Et concernant la traditionnelle fracture géographique, est-elle toujours aussi évidente ?

Oui et non. Très clairement, Trump a réussi à conquérir les vieux bastions démocrates des « cols bleus » en prenant la Pennsylvanie, le Michigan ou l’Ohio. Ces deux derniers États étant les berceaux de la sidérurgie et de la métallurgie américaine.

Comment peut-on imaginer le mandat de Trump ?

Les évolutions démographiques américaines ne vont pas changer, et Trump n’arrivera pas, ni à empêcher les immigrants d’arriver, ni à empêcher les jeunes immigrés d’avoir plus d’enfants que les Américains blancs. Donc les gens qui ont voté Trump vont se confronter aux mêmes problèmes qui les rendaient fous sous l’administration Obama, c’est-à-dire la perte progressive de leur domination.

La vraie question est de savoir si Donald Trump est capable de réindustrialiser partiellement les États-Unis. Quand Trump disait vouloir « restituer la grandeur de l’Amérique ». En fait, le message subliminal était de « restituer la grandeur de l’Amérique blanche et industrielle ». C’est-à-dire la période dorée où la classe des cols bleus-blancs dominait, des années 40 aux années 70-80. Et de là, toute la fabrication des biens de consommation.

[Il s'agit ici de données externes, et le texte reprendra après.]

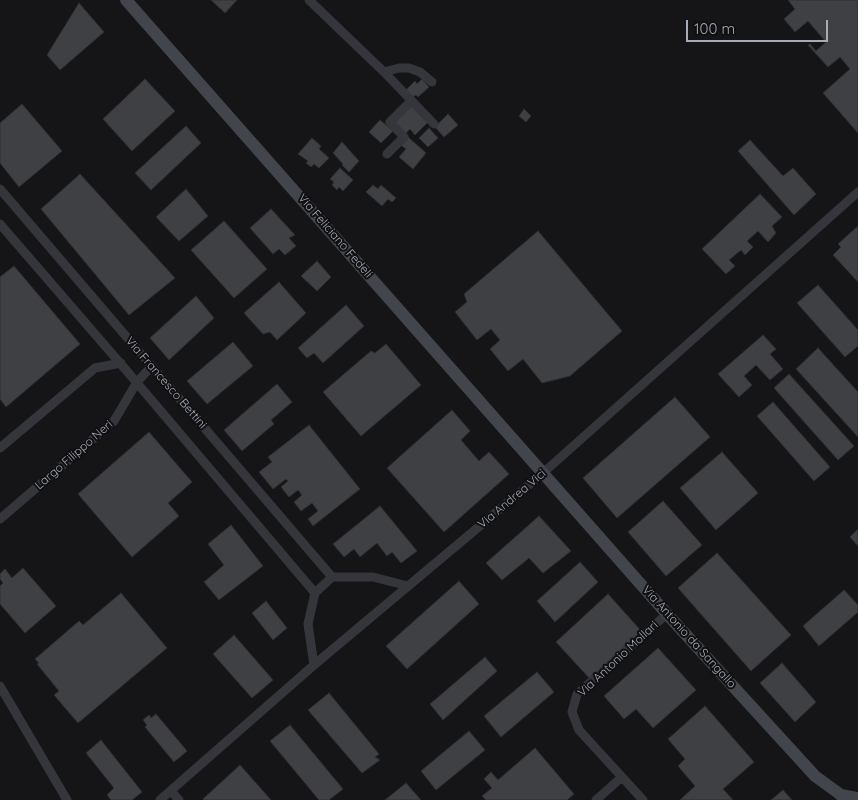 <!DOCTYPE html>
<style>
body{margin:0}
#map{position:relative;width:858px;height:800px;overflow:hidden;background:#151517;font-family:Quicksand,sans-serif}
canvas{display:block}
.scale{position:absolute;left:686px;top:20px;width:142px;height:22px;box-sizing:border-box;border:2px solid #a6abb8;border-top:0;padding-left:6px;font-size:15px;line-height:18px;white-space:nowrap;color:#a6abb8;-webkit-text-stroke:4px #101012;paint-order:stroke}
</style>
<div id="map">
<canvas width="858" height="800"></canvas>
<div class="scale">100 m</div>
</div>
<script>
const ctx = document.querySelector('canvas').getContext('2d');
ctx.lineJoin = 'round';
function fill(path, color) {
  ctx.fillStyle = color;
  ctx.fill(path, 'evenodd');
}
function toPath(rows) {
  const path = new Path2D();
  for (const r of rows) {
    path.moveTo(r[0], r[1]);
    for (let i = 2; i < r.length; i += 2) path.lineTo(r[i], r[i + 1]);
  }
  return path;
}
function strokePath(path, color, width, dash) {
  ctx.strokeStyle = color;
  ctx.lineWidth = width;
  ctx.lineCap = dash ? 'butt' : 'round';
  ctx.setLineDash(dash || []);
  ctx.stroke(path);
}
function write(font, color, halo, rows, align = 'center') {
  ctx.font = font + ' Quicksand,sans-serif';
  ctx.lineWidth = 4;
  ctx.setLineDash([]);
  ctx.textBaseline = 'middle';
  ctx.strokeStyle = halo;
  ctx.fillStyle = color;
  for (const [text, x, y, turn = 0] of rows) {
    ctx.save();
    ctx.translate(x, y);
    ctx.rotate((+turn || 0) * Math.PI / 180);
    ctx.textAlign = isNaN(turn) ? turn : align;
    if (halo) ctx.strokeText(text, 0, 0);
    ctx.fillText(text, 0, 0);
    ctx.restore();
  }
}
const building = toPath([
 [211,0,237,0,225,13,211,0],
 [788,0,858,0,858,133,823,93,850,69,840,57,828,67,808,45,810,44,816,51,826,42,808,21,795,32,784,19,795,9,788,0],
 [79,3,104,32,60,70,47,55,79,3],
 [145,79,175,111,132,151,103,119,145,79],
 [422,79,429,87,418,97,416,95,413,97,406,90,415,81,417,84,422,79],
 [410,103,429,121,415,135,410,129,405,134,392,122,410,103],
 [22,104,62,151,19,187,0,163,0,123,22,104],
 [524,109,531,116,526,122,519,116,524,109],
 [448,114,458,125,444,137,435,127,448,114],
 [380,120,393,131,381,143,369,132,380,120],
 [186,126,201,143,151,190,135,173,186,126],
 [429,128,438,138,428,147,419,138,429,128],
 [408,137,426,153,413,169,399,157,406,149,401,145,408,137],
 [312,138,321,146,319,149,329,158,319,168,314,164,311,167,306,163,308,161,298,154,312,138],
 [750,140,783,176,793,168,816,194,794,215,738,151,750,140],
 [342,142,359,161,349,172,342,165,343,164,333,153,342,142],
 [340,168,353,180,343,191,339,187,337,190,332,185,334,182,330,179,340,168],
 [80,174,175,278,129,315,41,209,80,174],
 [373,185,378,189,381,185,396,198,392,202,388,199,382,206,366,192,373,185],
 [186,189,208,216,179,241,156,217,186,189],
 [760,194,782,217,772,226,776,233,768,242,758,231,747,241,753,247,745,255,741,250,729,260,735,266,726,274,702,249,760,194],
 [271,209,295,235,289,238,296,246,285,255,279,249,273,254,250,228,271,209],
 [224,221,267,269,234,298,191,250,224,221],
 [858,226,858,282,833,255,841,247,838,244,858,226],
 [538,231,622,331,570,376,542,383,523,359,508,371,490,349,500,340,491,329,477,340,455,312,467,302,464,294,538,231],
 [317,261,331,277,317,291,301,276,317,261],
 [14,266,80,344,6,407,0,399,0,277,14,266],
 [279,282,306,313,277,340,270,332,263,334,244,313,279,282],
 [818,285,858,330,858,346,845,357,797,303,818,285],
 [196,296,214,318,169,360,150,338,196,296],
 [346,305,364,326,323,363,314,353,307,358,298,348,346,305],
 [763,335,776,349,770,354,783,369,770,380,756,365,744,376,752,385,739,397,718,374,763,335],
 [233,342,253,366,207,404,187,381,233,342],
 [386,344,421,385,361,436,323,392,371,351,375,353,386,344],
 [818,348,858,392,858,437,796,369,818,348],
 [789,374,854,446,838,460,774,388,789,374],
 [277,384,292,402,271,420,274,424,242,451,224,430,277,384],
 [675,397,710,437,617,518,583,478,675,397],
 [773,402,830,467,814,481,757,416,773,402],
 [452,410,470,431,461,440,479,461,489,452,509,474,444,532,387,468,452,410],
 [309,425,360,489,313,526,308,519,318,511,312,503,301,511,294,502,302,495,298,490,289,497,281,487,288,481,286,479,273,489,259,472,272,462,268,457,309,425],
 [149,432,192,482,168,503,179,516,132,557,78,494,149,432],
 [722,452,758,493,716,530,680,488,722,452],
 [663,501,702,545,666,576,628,532,663,501],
 [380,506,417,551,401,563,392,552,387,556,377,543,360,557,354,549,344,557,333,544,380,506],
 [539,516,571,551,543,573,529,558,502,580,486,563,539,516],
 [231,525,263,566,219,600,204,582,224,565,208,544,231,525],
 [858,529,858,546,850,537,858,529],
 [717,553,791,635,751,671,678,588,717,553],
 [580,562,598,582,555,622,537,601,580,562],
 [23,568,56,606,25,633,0,604,0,586,3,583,0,579,0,574,5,569,12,578,23,568],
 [459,581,479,604,407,669,386,646,459,581],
 [844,590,858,605,858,612,819,646,803,626,844,590],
 [121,593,167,648,78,723,54,695,59,691,37,664,39,663,35,659,79,621,83,625,121,593],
 [608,594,643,633,591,680,556,642,608,594],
 [266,601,287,628,273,640,252,613,266,601],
 [234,635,273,680,252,698,213,654,234,635],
 [658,648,696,690,653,728,636,709,624,719,604,696,658,648],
 [485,657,497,671,443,720,430,704,485,657],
 [782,663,816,702,795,722,760,683,782,663],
 [537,672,554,692,501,737,484,716,537,672],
 [329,693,379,754,375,757,380,760,362,773,308,710,329,693],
 [705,706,754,762,723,789,733,800,680,800,695,786,678,766,685,759,668,739,705,706],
 [156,714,187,751,174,762,145,727,147,725,143,720,149,715,151,718,156,714],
 [290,725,343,789,329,800,319,800,270,741,290,725],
 [469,731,485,750,436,790,421,771,469,731],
 [101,740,142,792,132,800,111,800,107,795,114,788,86,753,101,740],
 [535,748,574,794,567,800,486,800,482,796,492,788,484,779,491,772,498,780,535,748],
 [240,765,271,800,204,800,203,799,240,765],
 [406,783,421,800,385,800,406,783],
 [783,790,792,800,771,800,783,790]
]);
fill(building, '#3f4044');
strokePath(building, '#2f2f33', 1);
strokePath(toPath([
 [309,0,384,72,399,68,409,68,420,72,432,82],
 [384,72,434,124],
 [387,154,404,137,390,122,411,101],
 [0,189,332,577],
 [0,224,126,370,315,593],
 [0,448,95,368,121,363],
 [0,519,114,421,137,382,151,367],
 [314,665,308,624,315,593,332,577,373,577,408,586],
 [0,686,67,800],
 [171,791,179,800],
 [160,800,314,665,543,473,858,192],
 [596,800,622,777],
 [643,800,579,730,572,712,577,694,667,614]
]), '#35363c', 9);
strokePath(toPath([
 [126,0,667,614,815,776,841,795,844,800],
 [841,795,858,798]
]), '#43454c', 12);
write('12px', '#a6abb8', '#101012', [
 ["Via Feliciano Fedeli",335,236,49],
 ["Via Francesco Bettini",166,383,49],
 ["Largo Filippo Neri",74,455,-41],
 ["Via Andrea Vici",512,499,-40],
 ["Via Antonio da Sangallo",689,637,48],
 ["Via Antonio Mollari",618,659,-43]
]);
</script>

Rappelons qu’au sortir de la seconde guerre mondiale, les Américains fabriquaient la moitié des produits de consommation au monde. Obama a essayé d’ajuster et d’industrialiser le pays. Mais très insuffisamment.

Aujourd’hui, les moyens que Donald Trump souhaite mettre en œuvre nécessitent un bouleversement des relations économiques internationales.

Il prévoit effectivement une taxation importante des importations, une guerre commerciale contre la Chine…

Absolument. Mais pas seulement. Il souhaite aussi une guerre commerciale contre les industriels américains et tout ceux qui, aujourd’hui, continuent de prêcher pour l’ouverture des frontières.

Et c’est peut-être sur ce point qu’il peut y avoir une ligne de fracture avec le Parti républicain ?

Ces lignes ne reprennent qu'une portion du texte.